--- Work order ---
Every line of the listing below must be printed again exactly, apart from its pictures.

--- Supplied information ---
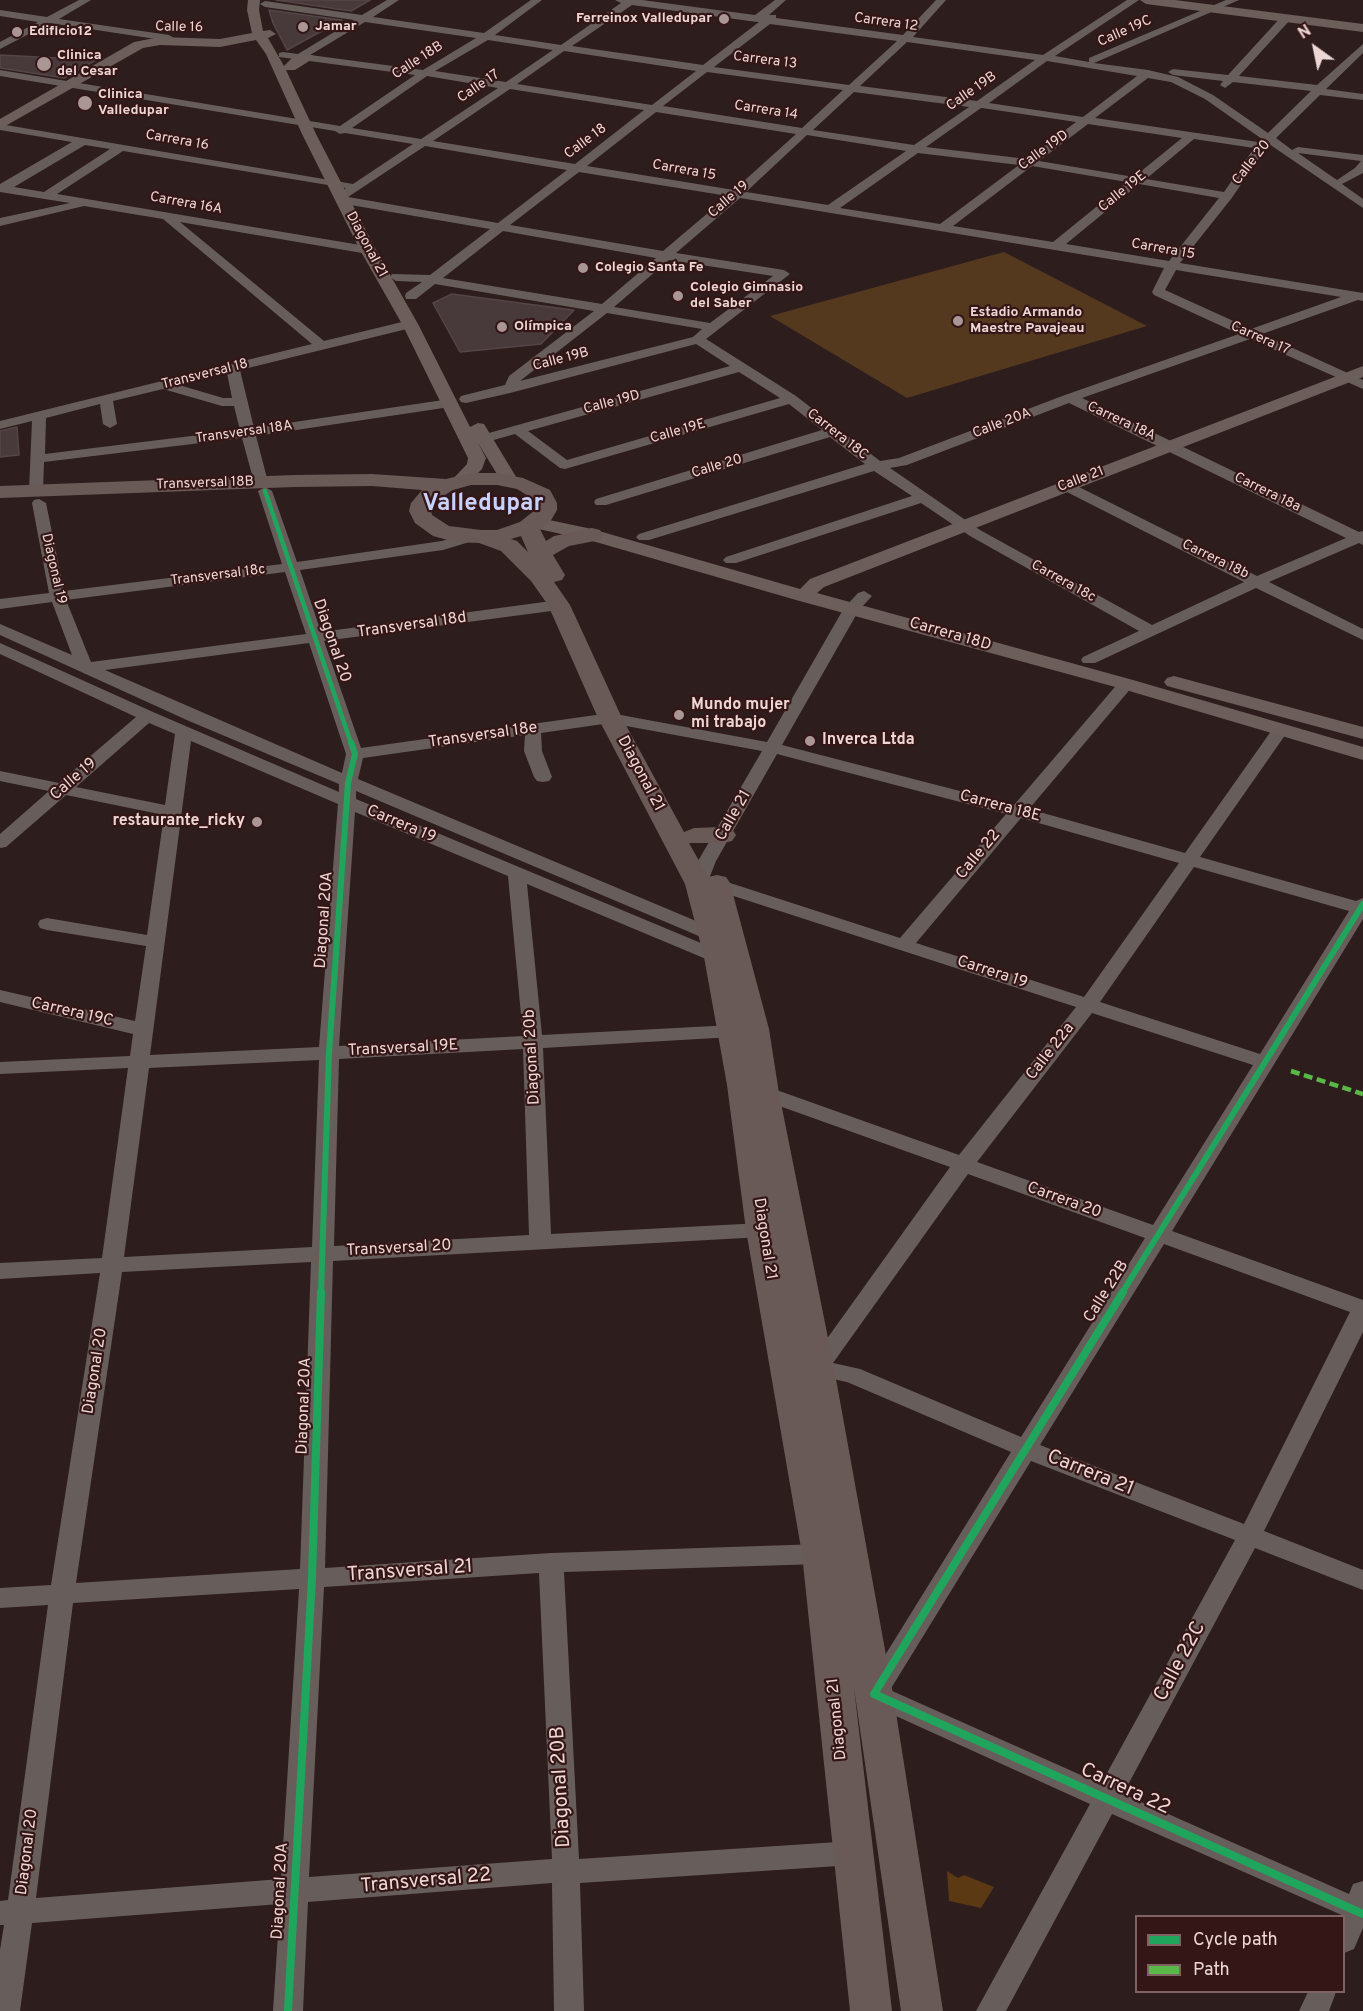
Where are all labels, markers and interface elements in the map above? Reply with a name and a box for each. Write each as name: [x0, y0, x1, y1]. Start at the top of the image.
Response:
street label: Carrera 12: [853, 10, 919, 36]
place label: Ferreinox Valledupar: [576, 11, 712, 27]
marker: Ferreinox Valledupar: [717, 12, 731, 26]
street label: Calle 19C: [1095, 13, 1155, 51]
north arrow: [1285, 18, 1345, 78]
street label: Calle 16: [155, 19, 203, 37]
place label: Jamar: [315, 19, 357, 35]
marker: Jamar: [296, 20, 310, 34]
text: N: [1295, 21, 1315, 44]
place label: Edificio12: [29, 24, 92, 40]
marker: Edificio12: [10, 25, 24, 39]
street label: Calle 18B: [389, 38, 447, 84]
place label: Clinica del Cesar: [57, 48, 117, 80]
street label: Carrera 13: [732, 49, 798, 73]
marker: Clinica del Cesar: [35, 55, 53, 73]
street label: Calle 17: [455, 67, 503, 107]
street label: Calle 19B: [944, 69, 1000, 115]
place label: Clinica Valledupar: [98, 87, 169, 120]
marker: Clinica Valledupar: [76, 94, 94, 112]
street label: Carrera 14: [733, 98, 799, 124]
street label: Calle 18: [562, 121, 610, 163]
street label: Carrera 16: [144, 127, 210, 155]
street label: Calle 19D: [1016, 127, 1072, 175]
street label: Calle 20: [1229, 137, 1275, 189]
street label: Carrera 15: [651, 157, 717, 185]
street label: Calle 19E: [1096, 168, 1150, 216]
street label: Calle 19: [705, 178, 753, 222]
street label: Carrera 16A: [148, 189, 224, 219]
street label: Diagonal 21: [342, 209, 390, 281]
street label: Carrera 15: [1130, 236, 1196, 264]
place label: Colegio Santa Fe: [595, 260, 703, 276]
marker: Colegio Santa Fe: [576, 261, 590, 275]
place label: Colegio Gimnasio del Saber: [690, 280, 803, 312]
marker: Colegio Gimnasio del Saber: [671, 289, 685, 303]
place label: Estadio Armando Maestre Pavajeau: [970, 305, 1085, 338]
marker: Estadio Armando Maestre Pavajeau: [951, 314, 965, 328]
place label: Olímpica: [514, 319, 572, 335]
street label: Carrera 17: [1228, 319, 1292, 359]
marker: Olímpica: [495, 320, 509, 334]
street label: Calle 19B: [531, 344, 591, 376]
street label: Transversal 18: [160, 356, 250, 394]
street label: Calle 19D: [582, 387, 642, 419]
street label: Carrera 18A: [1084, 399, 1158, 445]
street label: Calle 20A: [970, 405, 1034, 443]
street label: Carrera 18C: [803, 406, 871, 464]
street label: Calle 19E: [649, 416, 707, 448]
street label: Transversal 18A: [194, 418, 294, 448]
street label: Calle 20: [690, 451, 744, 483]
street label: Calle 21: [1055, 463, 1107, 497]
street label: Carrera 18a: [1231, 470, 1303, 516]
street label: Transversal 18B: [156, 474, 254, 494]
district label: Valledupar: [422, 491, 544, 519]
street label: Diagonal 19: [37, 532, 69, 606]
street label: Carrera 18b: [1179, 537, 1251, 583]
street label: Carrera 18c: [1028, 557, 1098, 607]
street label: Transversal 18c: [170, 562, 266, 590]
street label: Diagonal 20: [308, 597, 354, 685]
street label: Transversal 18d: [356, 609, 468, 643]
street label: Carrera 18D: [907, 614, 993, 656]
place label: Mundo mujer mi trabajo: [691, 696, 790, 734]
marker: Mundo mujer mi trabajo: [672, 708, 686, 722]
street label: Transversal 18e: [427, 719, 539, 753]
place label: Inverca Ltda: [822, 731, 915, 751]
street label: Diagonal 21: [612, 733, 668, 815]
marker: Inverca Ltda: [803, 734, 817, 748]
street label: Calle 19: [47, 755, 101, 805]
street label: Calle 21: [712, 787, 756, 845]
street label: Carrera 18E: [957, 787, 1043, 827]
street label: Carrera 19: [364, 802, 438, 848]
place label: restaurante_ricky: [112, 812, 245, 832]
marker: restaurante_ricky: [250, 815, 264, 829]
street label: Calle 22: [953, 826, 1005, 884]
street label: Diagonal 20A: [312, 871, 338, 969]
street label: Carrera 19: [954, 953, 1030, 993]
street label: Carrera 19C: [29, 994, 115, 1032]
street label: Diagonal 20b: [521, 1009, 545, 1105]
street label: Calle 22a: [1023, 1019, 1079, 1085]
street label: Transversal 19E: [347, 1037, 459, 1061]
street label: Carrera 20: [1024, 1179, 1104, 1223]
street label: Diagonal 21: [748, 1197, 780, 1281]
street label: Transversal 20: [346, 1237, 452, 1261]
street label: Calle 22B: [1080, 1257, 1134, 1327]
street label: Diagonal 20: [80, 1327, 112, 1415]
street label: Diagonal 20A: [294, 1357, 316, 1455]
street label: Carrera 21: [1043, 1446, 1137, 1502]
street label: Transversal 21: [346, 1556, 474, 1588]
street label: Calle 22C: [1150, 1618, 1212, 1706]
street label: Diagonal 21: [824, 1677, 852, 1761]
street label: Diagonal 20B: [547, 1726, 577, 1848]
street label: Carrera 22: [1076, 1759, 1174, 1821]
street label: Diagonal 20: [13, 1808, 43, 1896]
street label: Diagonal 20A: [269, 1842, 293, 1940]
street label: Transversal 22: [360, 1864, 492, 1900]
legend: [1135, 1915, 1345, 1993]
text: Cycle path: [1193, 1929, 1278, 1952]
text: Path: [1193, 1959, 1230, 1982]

--- Response box ---
Where are all labels, markers and interface elements in the map above? Reply with a name and a box for each. Write each as name: [x0, y0, x1, y1]. Start at the top of the image.
Response:
street label: Carrera 12: [853, 10, 919, 36]
place label: Ferreinox Valledupar: [576, 11, 712, 27]
marker: Ferreinox Valledupar: [717, 12, 731, 26]
street label: Calle 19C: [1095, 13, 1155, 51]
north arrow: [1285, 18, 1345, 78]
street label: Calle 16: [155, 19, 203, 37]
place label: Jamar: [315, 19, 357, 35]
marker: Jamar: [296, 20, 310, 34]
text: N: [1295, 21, 1315, 44]
place label: Edificio12: [29, 24, 92, 40]
marker: Edificio12: [10, 25, 24, 39]
street label: Calle 18B: [389, 38, 447, 84]
place label: Clinica del Cesar: [57, 48, 117, 80]
street label: Carrera 13: [732, 49, 798, 73]
marker: Clinica del Cesar: [35, 55, 53, 73]
street label: Calle 17: [455, 67, 503, 107]
street label: Calle 19B: [944, 69, 1000, 115]
place label: Clinica Valledupar: [98, 87, 169, 120]
marker: Clinica Valledupar: [76, 94, 94, 112]
street label: Carrera 14: [733, 98, 799, 124]
street label: Calle 18: [562, 121, 610, 163]
street label: Carrera 16: [144, 127, 210, 155]
street label: Calle 19D: [1016, 127, 1072, 175]
street label: Calle 20: [1229, 137, 1275, 189]
street label: Carrera 15: [651, 157, 717, 185]
street label: Calle 19E: [1096, 168, 1150, 216]
street label: Calle 19: [705, 178, 753, 222]
street label: Carrera 16A: [148, 189, 224, 219]
street label: Diagonal 21: [342, 209, 390, 281]
street label: Carrera 15: [1130, 236, 1196, 264]
place label: Colegio Santa Fe: [595, 260, 703, 276]
marker: Colegio Santa Fe: [576, 261, 590, 275]
place label: Colegio Gimnasio del Saber: [690, 280, 803, 312]
marker: Colegio Gimnasio del Saber: [671, 289, 685, 303]
place label: Estadio Armando Maestre Pavajeau: [970, 305, 1085, 338]
marker: Estadio Armando Maestre Pavajeau: [951, 314, 965, 328]
place label: Olímpica: [514, 319, 572, 335]
street label: Carrera 17: [1228, 319, 1292, 359]
marker: Olímpica: [495, 320, 509, 334]
street label: Calle 19B: [531, 344, 591, 376]
street label: Transversal 18: [160, 356, 250, 394]
street label: Calle 19D: [582, 387, 642, 419]
street label: Carrera 18A: [1084, 399, 1158, 445]
street label: Calle 20A: [970, 405, 1034, 443]
street label: Carrera 18C: [803, 406, 871, 464]
street label: Calle 19E: [649, 416, 707, 448]
street label: Transversal 18A: [194, 418, 294, 448]
street label: Calle 20: [690, 451, 744, 483]
street label: Calle 21: [1055, 463, 1107, 497]
street label: Carrera 18a: [1231, 470, 1303, 516]
street label: Transversal 18B: [156, 474, 254, 494]
district label: Valledupar: [422, 491, 544, 519]
street label: Diagonal 19: [37, 532, 69, 606]
street label: Carrera 18b: [1179, 537, 1251, 583]
street label: Carrera 18c: [1028, 557, 1098, 607]
street label: Transversal 18c: [170, 562, 266, 590]
street label: Diagonal 20: [308, 597, 354, 685]
street label: Transversal 18d: [356, 609, 468, 643]
street label: Carrera 18D: [907, 614, 993, 656]
place label: Mundo mujer mi trabajo: [691, 696, 790, 734]
marker: Mundo mujer mi trabajo: [672, 708, 686, 722]
street label: Transversal 18e: [427, 719, 539, 753]
place label: Inverca Ltda: [822, 731, 915, 751]
street label: Diagonal 21: [612, 733, 668, 815]
marker: Inverca Ltda: [803, 734, 817, 748]
street label: Calle 19: [47, 755, 101, 805]
street label: Calle 21: [712, 787, 756, 845]
street label: Carrera 18E: [957, 787, 1043, 827]
street label: Carrera 19: [364, 802, 438, 848]
place label: restaurante_ricky: [112, 812, 245, 832]
marker: restaurante_ricky: [250, 815, 264, 829]
street label: Calle 22: [953, 826, 1005, 884]
street label: Diagonal 20A: [312, 871, 338, 969]
street label: Carrera 19: [954, 953, 1030, 993]
street label: Carrera 19C: [29, 994, 115, 1032]
street label: Diagonal 20b: [521, 1009, 545, 1105]
street label: Calle 22a: [1023, 1019, 1079, 1085]
street label: Transversal 19E: [347, 1037, 459, 1061]
street label: Carrera 20: [1024, 1179, 1104, 1223]
street label: Diagonal 21: [748, 1197, 780, 1281]
street label: Transversal 20: [346, 1237, 452, 1261]
street label: Calle 22B: [1080, 1257, 1134, 1327]
street label: Diagonal 20: [80, 1327, 112, 1415]
street label: Diagonal 20A: [294, 1357, 316, 1455]
street label: Carrera 21: [1043, 1446, 1137, 1502]
street label: Transversal 21: [346, 1556, 474, 1588]
street label: Calle 22C: [1150, 1618, 1212, 1706]
street label: Diagonal 21: [824, 1677, 852, 1761]
street label: Diagonal 20B: [547, 1726, 577, 1848]
street label: Carrera 22: [1076, 1759, 1174, 1821]
street label: Diagonal 20: [13, 1808, 43, 1896]
street label: Diagonal 20A: [269, 1842, 293, 1940]
street label: Transversal 22: [360, 1864, 492, 1900]
legend: [1135, 1915, 1345, 1993]
text: Cycle path: [1193, 1929, 1278, 1952]
text: Path: [1193, 1959, 1230, 1982]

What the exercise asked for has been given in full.